The Client refers to both the actual human user of our site and the software they use to access the site, the browser. The Client connects to our Trusted Host receiving an HTML page, a public key with which to decrypt content and instructions on how and what content to then grab from the Untrusted Host(s) along with hashes of said content. After streaming the data for a large encrypted file to our client using Javascript we decrypt using the SubtleCrypto API, verify the file's hash, and display our unfeasibly large to self-host media content in all its glory to the user. Knowing that said content is as the webmaster intended it and that we are somewhat shielded from the surveillance state.

Skills Required

The skills required to achieve this are some basic systems administration to set up a trusted host along with the hardware at a trusted location.
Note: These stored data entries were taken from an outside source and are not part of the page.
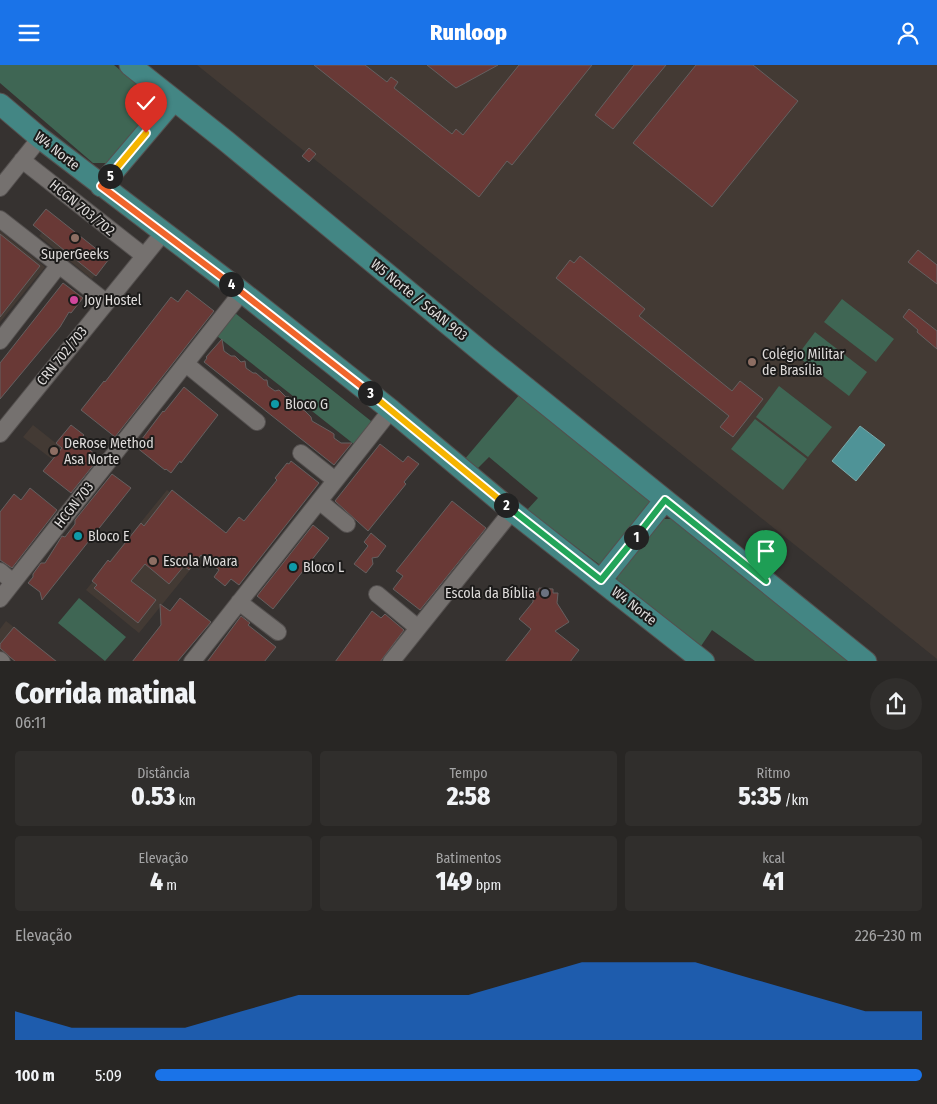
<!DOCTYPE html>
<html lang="pt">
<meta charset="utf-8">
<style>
:root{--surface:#282624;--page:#302e2c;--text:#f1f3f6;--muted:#a5a5a6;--accent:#1a73e8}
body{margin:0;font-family:"Fira Sans Condensed",sans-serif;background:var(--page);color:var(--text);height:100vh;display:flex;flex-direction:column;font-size:19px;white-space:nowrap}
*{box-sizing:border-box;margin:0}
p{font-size:16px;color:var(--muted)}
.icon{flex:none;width:28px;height:28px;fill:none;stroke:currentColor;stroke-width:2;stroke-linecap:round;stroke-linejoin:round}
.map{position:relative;height:596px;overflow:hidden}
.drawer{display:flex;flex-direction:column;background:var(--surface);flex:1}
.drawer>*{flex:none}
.pin{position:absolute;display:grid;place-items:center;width:42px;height:42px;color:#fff;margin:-51px -21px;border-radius:50% 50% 50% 0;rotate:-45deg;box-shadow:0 0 5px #0007}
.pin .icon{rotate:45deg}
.km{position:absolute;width:25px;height:25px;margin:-12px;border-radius:50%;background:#222;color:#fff;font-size:14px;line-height:25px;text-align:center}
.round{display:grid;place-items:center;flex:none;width:52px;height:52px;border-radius:26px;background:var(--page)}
.headline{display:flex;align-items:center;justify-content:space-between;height:85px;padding:0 15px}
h1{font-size:28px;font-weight:800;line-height:38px}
.stats{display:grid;grid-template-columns:repeat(3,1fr);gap:8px;height:85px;padding:5px 15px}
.stats div{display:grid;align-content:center;border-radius:5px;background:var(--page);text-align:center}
.stats b{font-size:25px;font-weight:800}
.stats small{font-size:14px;font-weight:400}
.stats p{font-size:14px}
.chart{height:140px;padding:10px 15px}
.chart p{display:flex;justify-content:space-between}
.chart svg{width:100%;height:90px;margin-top:5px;fill:var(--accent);opacity:.7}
ul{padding:0 15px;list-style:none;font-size:16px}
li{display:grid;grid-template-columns:80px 60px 1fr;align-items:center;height:38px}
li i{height:12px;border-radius:6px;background:var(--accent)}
header{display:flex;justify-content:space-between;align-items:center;height:65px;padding:0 15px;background:var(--accent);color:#fff;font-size:22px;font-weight:800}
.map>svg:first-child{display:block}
.built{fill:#433a34}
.green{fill:#3f6654}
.water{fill:#4f9397;stroke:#7aa9ab}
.building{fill:#693936;stroke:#656060}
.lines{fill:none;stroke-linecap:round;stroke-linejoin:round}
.minor-casing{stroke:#54504f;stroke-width:18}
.major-casing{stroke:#54504f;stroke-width:23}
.minor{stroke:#75716f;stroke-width:16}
.major{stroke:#438684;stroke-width:21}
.split-1-casing{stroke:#fff;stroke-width:10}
.split-2-casing{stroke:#fff;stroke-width:10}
.split-3-casing{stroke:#fff;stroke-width:10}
.split-4-casing{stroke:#fff;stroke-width:10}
.split-5-casing{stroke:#fff;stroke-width:10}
.split-6-casing{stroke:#fff;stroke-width:10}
.split-1{stroke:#22a559;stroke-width:6}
.split-2{stroke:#22a559;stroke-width:6}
.split-3{stroke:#f5b400;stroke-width:6}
.split-4{stroke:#f0652b;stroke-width:6}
.split-5{stroke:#f0652b;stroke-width:6}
.split-6{stroke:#f5b400;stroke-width:6}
.education-dot{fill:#8d6e63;stroke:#1c1b1a;stroke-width:2}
.hotel-dot{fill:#d1479c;stroke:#1c1b1a;stroke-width:2}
.culture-dot{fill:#0f9aa8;stroke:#1c1b1a;stroke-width:2}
.worship-dot{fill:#6b7280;stroke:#1c1b1a;stroke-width:2}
.labels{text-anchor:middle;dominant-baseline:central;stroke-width:4;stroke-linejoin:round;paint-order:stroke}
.street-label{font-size:14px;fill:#dfdcdb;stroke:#1c1b1a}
.poi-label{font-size:14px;fill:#dfdcdb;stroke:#1c1b1a;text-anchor:start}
</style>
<header><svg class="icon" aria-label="menu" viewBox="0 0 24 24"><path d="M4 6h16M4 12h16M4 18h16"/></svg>Runloop<svg class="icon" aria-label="person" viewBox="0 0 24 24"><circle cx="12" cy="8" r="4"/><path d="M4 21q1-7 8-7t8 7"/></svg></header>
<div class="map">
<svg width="937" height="597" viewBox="0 0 937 597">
<rect width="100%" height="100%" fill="#363230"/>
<path class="built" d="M197 0H937V594Z
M54 152 108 195 92 214 39 171Z
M0 166 45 202 0 257Z
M33 360 87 403 78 414 23 372Z
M167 425 220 468 139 568 86 525Z
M6 556 57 596H14L0 586V564Z"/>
<path class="green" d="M0 0H114L155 34V40L111 98H93L0 18Z
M842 234 894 274 876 297 824 257Z
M235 248 371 356 370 361 355 380 217 271Z
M815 267 867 307 849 331 797 291Z
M779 321 832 362 808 392 756 352Z
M520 329 650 435 652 441 610 496 600 500 527 445 538 433 489 392 477 404 464 395Z
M755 354 807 394 783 425 731 384Z
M663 454H674L851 596H755L712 565 701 581 617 515 618 508Z
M79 533 126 572 105 596 58 558Z"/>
<path class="water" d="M860 361 885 380 856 416 832 396Z"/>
<path class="building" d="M314 0H365L387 17 391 12 398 17 394 23 452 69 456 64 463 70 519 0H592L512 100 507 96 479 132Z
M427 0H498L456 23Z
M634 0H666L613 64 595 50Z
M696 0H753L798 36 712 142 633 78Z
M309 83 316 89 309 97 302 91Z
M46 144 109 194 96 211 33 160Z
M0 169 40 201 0 252Z
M918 185 937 200V219L908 197Z
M580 191 645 244 639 251 732 326 740 316 763 334 733 372 720 362 729 351 556 213 570 195 574 198Z
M63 218 83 233 71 248 69 247 60 262 0 334V298Z
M187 225 214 246 115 372 81 345 104 316 105 317 171 232 178 237Z
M909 244 937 266V284L917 267 918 265 903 252Z
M222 274 224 286 231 291H235L241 297 245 296 246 303 253 308H256L264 315H267L268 321 275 326 279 325 286 332H289L290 338 296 344 300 343 305 346 311 352 312 356 331 367 334 369V373L341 378H352L334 400 204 297 207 293 206 292Z
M184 322 218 350 181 398 180 396 171 408 166 404 165 405 136 382 163 346 164 347Z
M71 360 84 370 79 375 99 393 71 428 43 406 62 383 56 378Z
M380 379 403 397 408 391 419 399 404 417 406 419 368 466 335 436Z
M291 396 319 418 239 520 231 514 225 521 214 512 219 505 201 490 189 505 184 501 169 519 145 499 131 516 156 535 138 558 94 523 97 520 92 516 108 495 110 497 141 458 144 461 172 425 226 468 239 452 244 456 277 415 275 413 287 398 289 399Z
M112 409 131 423 42 535 40 527 28 518 33 512V509L41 498H45L62 471 65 472 75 459V455Z
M30 423 57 445 12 503 0 495V447L14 429 21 435Z
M452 436 486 463 420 545 393 524 403 511 396 506Z
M313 460 329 473 273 544 257 531Z
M371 468 386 481 378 492 372 493 373 499 366 508 354 499 368 481 364 477Z
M539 523 553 524V528H558L557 538 569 557 555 566 579 585 570 597H505L531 564 519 554 533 537V527H538Z
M180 533 211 557 177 597H132L161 560 160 539 170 546Z
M372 546 381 553 385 549 404 565 380 597H335Z
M241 551 250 558 248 560 276 582 264 597H207Z
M14 562 22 569 57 597H16L10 592 0 583V579Z"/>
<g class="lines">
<g class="minor-casing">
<path id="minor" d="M22 95 143 190
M0 123 40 73
M0 154 106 237
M0 276 59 200
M186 299 257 357
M0 369 163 168
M301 388 335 415
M319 436 347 459
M0 506 13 517
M377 529 418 563
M0 534 242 227
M239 537 278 567
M0 595 2 597
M192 597 391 345
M391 597 512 446"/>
</g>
<g class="major-casing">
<path id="major" d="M130 0 226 76 489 293 866 597
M0 39 40 73 242 227 391 345 512 446 704 597
M101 121 174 35
M601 515 665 435"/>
</g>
<use href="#minor" class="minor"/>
<use href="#major" class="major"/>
</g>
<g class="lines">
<g class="split-1-casing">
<path id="split-1" d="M636 472 665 435 766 516"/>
</g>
<g class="split-2-casing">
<path id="split-2" d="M506 440 601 515 636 472"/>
</g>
<g class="split-3-casing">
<path id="split-3" d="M370 328 506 440"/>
</g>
<g class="split-4-casing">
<path id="split-4" d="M231 219 370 328"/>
</g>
<g class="split-5-casing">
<path id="split-5" d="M110 111 101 121 231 219"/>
</g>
<g class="split-6-casing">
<path id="split-6" d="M110 111 146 68"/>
</g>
<use href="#split-1" class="split-1"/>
<use href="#split-2" class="split-2"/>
<use href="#split-3" class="split-3"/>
<use href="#split-4" class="split-4"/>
<use href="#split-5" class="split-5"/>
<use href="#split-6" class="split-6"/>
</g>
<g class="education-dot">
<circle cx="75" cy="173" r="5"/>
<circle cx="752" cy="297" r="5"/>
<circle cx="54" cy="386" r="5"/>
<circle cx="153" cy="496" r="5"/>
</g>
<circle class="hotel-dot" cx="74" cy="235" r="5"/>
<g class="culture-dot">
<circle cx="275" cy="339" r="5"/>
<circle cx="78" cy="471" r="5"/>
<circle cx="293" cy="502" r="5"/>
</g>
<circle class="worship-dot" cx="545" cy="528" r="5"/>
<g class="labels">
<g class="street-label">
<text transform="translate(57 86) rotate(38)">W4 Norte</text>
<text transform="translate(82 143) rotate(39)">HCGN 703/702</text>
<text transform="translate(419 235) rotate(39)">W5 Norte / SGAN 903</text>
<text transform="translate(62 291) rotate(-51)">CRN 702/703</text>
<text transform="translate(74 440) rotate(-52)">HCGN 703</text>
<text transform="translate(634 541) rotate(38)">W4 Norte</text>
</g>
<g class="poi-label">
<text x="75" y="189" text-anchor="middle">SuperGeeks</text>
<text x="84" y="235">Joy Hostel</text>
<text x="762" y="289">Colégio Militar<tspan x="762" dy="16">de Brasília</tspan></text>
<text x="285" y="339">Bloco G</text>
<text x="64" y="378">DeRose Method<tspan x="64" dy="16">Asa Norte</tspan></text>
<text x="88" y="471">Bloco E</text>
<text x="163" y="496">Escola Moara</text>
<text x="303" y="502">Bloco L</text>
<text x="535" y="528" text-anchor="end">Escola da Bíblia</text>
</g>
</g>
</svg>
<div class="pin" style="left:766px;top:516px;background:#1e9e55"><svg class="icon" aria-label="arrive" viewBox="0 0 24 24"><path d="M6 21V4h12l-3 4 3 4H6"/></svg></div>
<div class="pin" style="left:146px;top:68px;background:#d93025"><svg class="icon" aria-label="check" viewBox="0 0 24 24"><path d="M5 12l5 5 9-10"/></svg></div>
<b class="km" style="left:636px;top:472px">1</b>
<b class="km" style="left:506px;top:440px">2</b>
<b class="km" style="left:370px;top:328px">3</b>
<b class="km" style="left:231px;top:219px">4</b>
<b class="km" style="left:110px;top:111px">5</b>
</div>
<section class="drawer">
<div class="headline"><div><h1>Corrida matinal</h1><p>06:11</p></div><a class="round"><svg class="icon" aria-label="share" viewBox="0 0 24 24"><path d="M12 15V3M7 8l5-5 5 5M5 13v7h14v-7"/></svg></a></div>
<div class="stats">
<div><p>Distância</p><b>0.53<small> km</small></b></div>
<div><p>Tempo</p><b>2:58</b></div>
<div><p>Ritmo</p><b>5:35<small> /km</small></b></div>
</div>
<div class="stats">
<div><p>Elevação</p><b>4<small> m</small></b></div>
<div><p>Batimentos</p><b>149<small> bpm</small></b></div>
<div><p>kcal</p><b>41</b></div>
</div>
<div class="chart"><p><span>Elevação</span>226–230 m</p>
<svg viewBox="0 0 160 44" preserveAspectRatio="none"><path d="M0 44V30L10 38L20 38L30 38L40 30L50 22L60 22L70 22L80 22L90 14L100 6L110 6L120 6L130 14L140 22L150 30L160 30V44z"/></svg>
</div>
<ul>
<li><b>100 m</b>5:09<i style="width:100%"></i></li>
</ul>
</section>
Web development skills are required along with some less common Javascript skills to stream, decrypt and transform files into functioning HTML elements such as images, video, and audio. Some minor cryptography skills are required in the implementation of encryption/decryption and the choice of algorithms. Overall the project is very feasible as none of these skills are particularly exotic and the breadth of the project is not large. A single developer could achieve it in a reasonable amount of time. It should be noted though that the project as described is extremely limited in ways we will talk about in the outcome. Making the project less limited could quickly skyrocket the requirements for both skills and effort involved.

Outcome

I believe that this kind of end-to-end encryption by default is the future of the web. It combats the passive surveillance state that we currently live in. That being said the project as I've described is extremely limited and doesn't have much applicability beyond sharing small files with a limited circle of friends. A small application like a music player is feasible but for larger files like video the lack of ability to stream and display files before they are complete kills it. We've solved part of the problem of secure file storage on Untrusted Host(s) but completely solving it would require a more complex client implementation. Its primary use as it stands would be limited to niche sites with a small base of trusted users.